Ok, I have forked the example provided by @sebastienros in https://github.com/dotnet/corefx/issues/37691 and extended it with the benchmarks provided here (I could not use https://github.com/sebastienros/stringbenchmarks/blob/master/Startup.cs because it targets 2.0):
sample command:
dotnet run -- --server http://asp-perf-lin:5001 --client http://asp-perf-load:5002 --repository https://github.com/adamsitnik/invariantcultureperf --project-file InvariantCulture.csproj --path /api/values/CompareOrdinal --warmup 1 --duration 5 --runtime 3.0.0-*
The results are RPS for asp-perf-lin and asp-perf-win machines:
Path | Windows | Linux with 2 fixes | Linux with 3 fixes |
---|---|---|---|
CompareTo | 166 | 144 | 188 |
CompareOrdinal | 183 | 189 | 192 |
CompareOrdinalIgnoreCase | 171 | 188 | 208 |
The results are RPS for the Citrix machines:
Path | Windows | Linux with 2 fixes | Linux with 3 fixes |
---|---|---|---|
CompareTo | 516 | 105 | 377 |
CompareOrdinal | 580 | 390 | 390 |
CompareOrdinalIgnoreCase | 575 | 400 | 400 |
I am going to take a look at the traces from Citrix machines
Citrine (not citrix)
I have run the StringComparer benchmarks from the performance repo using latest CoreCLR bits with my 3 fixes. (https://github.com/dotnet/performance/blob/master/src/benchmarks/micro/corefx/System.Runtime/Perf.StringComparer.cs)

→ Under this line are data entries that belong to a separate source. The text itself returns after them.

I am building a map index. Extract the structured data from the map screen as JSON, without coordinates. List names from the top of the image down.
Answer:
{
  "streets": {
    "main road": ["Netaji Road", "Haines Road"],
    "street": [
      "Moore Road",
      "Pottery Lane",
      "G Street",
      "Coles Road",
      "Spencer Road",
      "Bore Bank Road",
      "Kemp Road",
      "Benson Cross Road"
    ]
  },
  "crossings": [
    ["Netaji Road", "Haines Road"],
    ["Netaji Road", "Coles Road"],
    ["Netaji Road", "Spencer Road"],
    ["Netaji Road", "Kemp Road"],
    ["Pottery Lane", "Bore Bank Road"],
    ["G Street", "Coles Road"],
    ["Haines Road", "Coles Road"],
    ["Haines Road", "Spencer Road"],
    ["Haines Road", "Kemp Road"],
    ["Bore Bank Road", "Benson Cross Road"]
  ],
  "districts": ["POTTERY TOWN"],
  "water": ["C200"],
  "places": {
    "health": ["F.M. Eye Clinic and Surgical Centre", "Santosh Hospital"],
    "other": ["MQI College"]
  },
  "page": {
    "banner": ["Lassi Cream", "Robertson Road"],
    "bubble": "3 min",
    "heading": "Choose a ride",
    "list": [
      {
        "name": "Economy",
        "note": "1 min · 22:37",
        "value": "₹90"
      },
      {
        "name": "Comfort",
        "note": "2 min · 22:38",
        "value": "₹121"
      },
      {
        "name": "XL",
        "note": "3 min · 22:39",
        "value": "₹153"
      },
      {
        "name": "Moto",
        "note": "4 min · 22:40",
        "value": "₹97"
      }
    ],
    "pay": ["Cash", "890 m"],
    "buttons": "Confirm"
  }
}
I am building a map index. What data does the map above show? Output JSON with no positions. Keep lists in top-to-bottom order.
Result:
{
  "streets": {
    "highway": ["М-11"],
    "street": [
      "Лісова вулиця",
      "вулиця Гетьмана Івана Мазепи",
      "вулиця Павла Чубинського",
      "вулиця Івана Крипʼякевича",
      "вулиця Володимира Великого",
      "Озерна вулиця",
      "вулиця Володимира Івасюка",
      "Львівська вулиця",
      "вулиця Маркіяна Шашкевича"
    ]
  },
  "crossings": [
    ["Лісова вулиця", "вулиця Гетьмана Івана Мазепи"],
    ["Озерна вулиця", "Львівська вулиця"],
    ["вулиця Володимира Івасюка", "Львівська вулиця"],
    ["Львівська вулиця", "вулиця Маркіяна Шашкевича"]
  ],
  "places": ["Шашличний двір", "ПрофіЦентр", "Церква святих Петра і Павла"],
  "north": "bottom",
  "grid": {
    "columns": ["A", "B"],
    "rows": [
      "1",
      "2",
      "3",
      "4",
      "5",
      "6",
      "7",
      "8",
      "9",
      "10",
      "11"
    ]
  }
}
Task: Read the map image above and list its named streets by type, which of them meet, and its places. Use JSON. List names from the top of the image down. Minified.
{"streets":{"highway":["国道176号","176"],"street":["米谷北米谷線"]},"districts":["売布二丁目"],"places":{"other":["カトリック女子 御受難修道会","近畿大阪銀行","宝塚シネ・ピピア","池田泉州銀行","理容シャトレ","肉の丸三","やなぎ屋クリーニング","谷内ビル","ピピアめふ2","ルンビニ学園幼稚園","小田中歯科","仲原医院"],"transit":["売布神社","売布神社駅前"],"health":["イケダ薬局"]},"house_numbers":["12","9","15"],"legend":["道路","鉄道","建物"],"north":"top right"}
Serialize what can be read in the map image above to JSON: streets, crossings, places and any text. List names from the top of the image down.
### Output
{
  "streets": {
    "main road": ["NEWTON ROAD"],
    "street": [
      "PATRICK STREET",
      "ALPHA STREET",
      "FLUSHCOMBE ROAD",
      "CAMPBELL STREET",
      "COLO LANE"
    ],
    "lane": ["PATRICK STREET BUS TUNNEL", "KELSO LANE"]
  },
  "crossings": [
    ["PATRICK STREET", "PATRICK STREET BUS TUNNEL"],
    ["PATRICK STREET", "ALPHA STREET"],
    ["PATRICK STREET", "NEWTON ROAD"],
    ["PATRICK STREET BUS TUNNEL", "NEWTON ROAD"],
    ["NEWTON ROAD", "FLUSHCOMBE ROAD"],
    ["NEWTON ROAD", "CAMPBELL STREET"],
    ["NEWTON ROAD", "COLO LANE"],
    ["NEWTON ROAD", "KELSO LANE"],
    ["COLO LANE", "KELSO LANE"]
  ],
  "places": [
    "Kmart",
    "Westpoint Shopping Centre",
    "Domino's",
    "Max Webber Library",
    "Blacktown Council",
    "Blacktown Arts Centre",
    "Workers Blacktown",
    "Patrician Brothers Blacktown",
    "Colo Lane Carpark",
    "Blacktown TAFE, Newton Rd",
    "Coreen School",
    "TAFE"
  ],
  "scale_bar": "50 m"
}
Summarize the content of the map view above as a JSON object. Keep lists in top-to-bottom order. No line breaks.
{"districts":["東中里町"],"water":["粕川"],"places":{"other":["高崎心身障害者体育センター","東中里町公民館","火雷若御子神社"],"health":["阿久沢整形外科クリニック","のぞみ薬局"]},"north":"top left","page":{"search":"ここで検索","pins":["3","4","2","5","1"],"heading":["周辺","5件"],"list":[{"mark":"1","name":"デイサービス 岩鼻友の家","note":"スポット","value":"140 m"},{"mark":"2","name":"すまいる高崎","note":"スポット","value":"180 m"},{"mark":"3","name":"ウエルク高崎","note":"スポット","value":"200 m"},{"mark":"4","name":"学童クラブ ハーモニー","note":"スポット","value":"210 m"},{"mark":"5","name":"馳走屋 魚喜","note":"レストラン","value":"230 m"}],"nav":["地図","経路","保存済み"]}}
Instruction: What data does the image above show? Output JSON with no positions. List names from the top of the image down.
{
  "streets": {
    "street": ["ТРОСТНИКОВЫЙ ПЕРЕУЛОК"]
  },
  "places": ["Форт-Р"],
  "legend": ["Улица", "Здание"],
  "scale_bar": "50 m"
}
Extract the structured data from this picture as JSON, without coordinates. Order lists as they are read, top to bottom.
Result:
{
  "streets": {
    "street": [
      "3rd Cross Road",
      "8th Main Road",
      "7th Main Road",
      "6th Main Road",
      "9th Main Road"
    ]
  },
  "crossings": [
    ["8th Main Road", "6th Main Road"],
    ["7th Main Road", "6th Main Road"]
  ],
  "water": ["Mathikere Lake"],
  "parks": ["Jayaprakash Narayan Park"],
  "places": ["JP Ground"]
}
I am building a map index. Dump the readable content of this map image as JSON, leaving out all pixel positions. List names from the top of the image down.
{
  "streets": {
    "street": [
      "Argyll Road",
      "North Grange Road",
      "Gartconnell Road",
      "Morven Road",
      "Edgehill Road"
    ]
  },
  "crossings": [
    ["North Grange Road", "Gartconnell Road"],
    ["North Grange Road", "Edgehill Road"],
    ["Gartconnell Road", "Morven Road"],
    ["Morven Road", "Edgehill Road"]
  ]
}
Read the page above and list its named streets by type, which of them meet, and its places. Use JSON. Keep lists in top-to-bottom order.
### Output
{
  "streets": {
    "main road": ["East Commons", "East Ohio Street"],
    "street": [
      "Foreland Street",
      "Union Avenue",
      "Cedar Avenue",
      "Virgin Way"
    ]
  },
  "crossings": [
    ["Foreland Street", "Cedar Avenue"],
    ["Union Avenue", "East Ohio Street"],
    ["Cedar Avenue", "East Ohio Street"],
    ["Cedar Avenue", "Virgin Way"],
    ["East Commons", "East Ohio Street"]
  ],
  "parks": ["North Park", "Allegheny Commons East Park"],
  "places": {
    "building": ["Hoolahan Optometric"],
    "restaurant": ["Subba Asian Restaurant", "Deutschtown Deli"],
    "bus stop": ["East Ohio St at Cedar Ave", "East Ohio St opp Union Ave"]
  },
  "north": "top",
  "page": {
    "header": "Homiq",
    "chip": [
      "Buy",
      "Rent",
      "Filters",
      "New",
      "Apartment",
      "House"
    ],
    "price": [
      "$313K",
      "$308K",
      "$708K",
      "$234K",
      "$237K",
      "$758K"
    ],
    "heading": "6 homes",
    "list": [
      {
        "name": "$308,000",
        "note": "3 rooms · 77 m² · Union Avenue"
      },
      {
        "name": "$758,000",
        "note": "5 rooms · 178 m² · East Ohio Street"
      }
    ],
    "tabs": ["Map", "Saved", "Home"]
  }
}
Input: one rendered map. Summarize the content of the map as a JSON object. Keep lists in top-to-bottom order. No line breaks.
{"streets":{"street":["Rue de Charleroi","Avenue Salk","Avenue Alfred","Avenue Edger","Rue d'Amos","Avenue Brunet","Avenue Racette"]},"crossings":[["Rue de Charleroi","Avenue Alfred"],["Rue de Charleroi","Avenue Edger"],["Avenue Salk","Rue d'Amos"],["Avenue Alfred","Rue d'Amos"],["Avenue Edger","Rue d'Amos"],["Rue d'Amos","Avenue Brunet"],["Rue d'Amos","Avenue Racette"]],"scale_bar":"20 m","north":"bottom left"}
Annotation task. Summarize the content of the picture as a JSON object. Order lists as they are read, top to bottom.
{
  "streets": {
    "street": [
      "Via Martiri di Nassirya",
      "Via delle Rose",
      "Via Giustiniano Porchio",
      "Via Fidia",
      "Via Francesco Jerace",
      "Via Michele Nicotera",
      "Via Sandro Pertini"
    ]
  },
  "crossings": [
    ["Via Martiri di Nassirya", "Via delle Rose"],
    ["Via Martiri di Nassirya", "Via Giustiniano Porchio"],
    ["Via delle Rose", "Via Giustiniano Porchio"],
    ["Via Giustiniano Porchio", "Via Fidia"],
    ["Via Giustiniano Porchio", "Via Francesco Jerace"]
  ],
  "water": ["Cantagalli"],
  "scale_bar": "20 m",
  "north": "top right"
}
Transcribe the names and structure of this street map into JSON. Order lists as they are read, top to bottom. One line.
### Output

OS=Windows 10.0.17763.107 (1809/October2018Update/Redstone5) OS=debian 10
Intel Xeon CPU E5-1650 v3 3.50GHz, 1 CPU, 12 logical and 6 physical cores .NET Core SDK=3.0.100-preview7-012507
Method | Count | Comparison | Mean Windows | Mean Debian | Ratio |
---|---|---|---|---|---|
CompareSame | 128 | CurrentCulture | 268.61 ns | 127.63 ns | 2,10 |
CompareSame | 128 | CurrentCultureIgnoreCase | 265.39 ns | 127.87 ns | 2,08 |
CompareSame | 128 | InvariantCulture | 266.37 ns | 127.47 ns | 2,09 |
CompareSame | 128 | InvariantCultureIgnoreCase | 264.94 ns | 127.91 ns | 2,07 |
CompareSame | 128 | Ordinal | 15.50 ns | 15.04 ns | 1,03 |
CompareSame | 128 | OrdinalIgnoreCase | 53.60 ns | 242.72 ns | 0,22 |
CompareSame | 262144 | CurrentCulture | 428,407.75 ns | 140,836.14 ns | 3,04 |
CompareSame | 262144 | CurrentCultureIgnoreCase | 427,232.45 ns | 140,973.42 ns | 3,03 |
CompareSame | 262144 | InvariantCulture | 427,156.27 ns | 139,343.72 ns | 3,07 |
CompareSame | 262144 | InvariantCultureIgnoreCase | 425,779.88 ns | 147,502.32 ns | 2,89 |
CompareSame | 262144 | Ordinal | 36,734.94 ns | 33,936.02 ns | 1,08 |
CompareSame | 262144 | OrdinalIgnoreCase | 89,270.31 ns | 420,274.81 ns | 0,21 |
Linux is on par for Ordinal
, two to three times faster for CurrentCulture
, CurrentCultureIgnoreCase
, InvariantCulture
, InvariantCultureIgnoreCase
and five times slower for OrdinalIgnoreCase
.
I am going to do some research and remove the gap for OrdinalIgnoreCase
.
The PR https://github.com/dotnet/runtime/pull/40910 is addressing the ordinal cases.
After noticing a very important impact on string comparison algorithms while sorting a list of business objects, I decided to run a benchmark to analyze the differences between Linux and Windows. The code is here: https://github.com/sebastienros/stringbenchmarks/blob/master/Startup.cs
Result:
CompareTo is expected to be slower that CompareOrdinal and I am not questioning that, but on Linux the ratio is 46% while on Windows it's 86%. This could have a significant impact on ASP.NET that uses it extensively. In the TechEmpower Fortunes scenario, on our 12 Cores machine we noticed using a performance by a factor of 3 while sorting the results using ordinal comparison (70K RPS to 216K RPS), so the impact seems to be even bigger than these micro benchmark differences.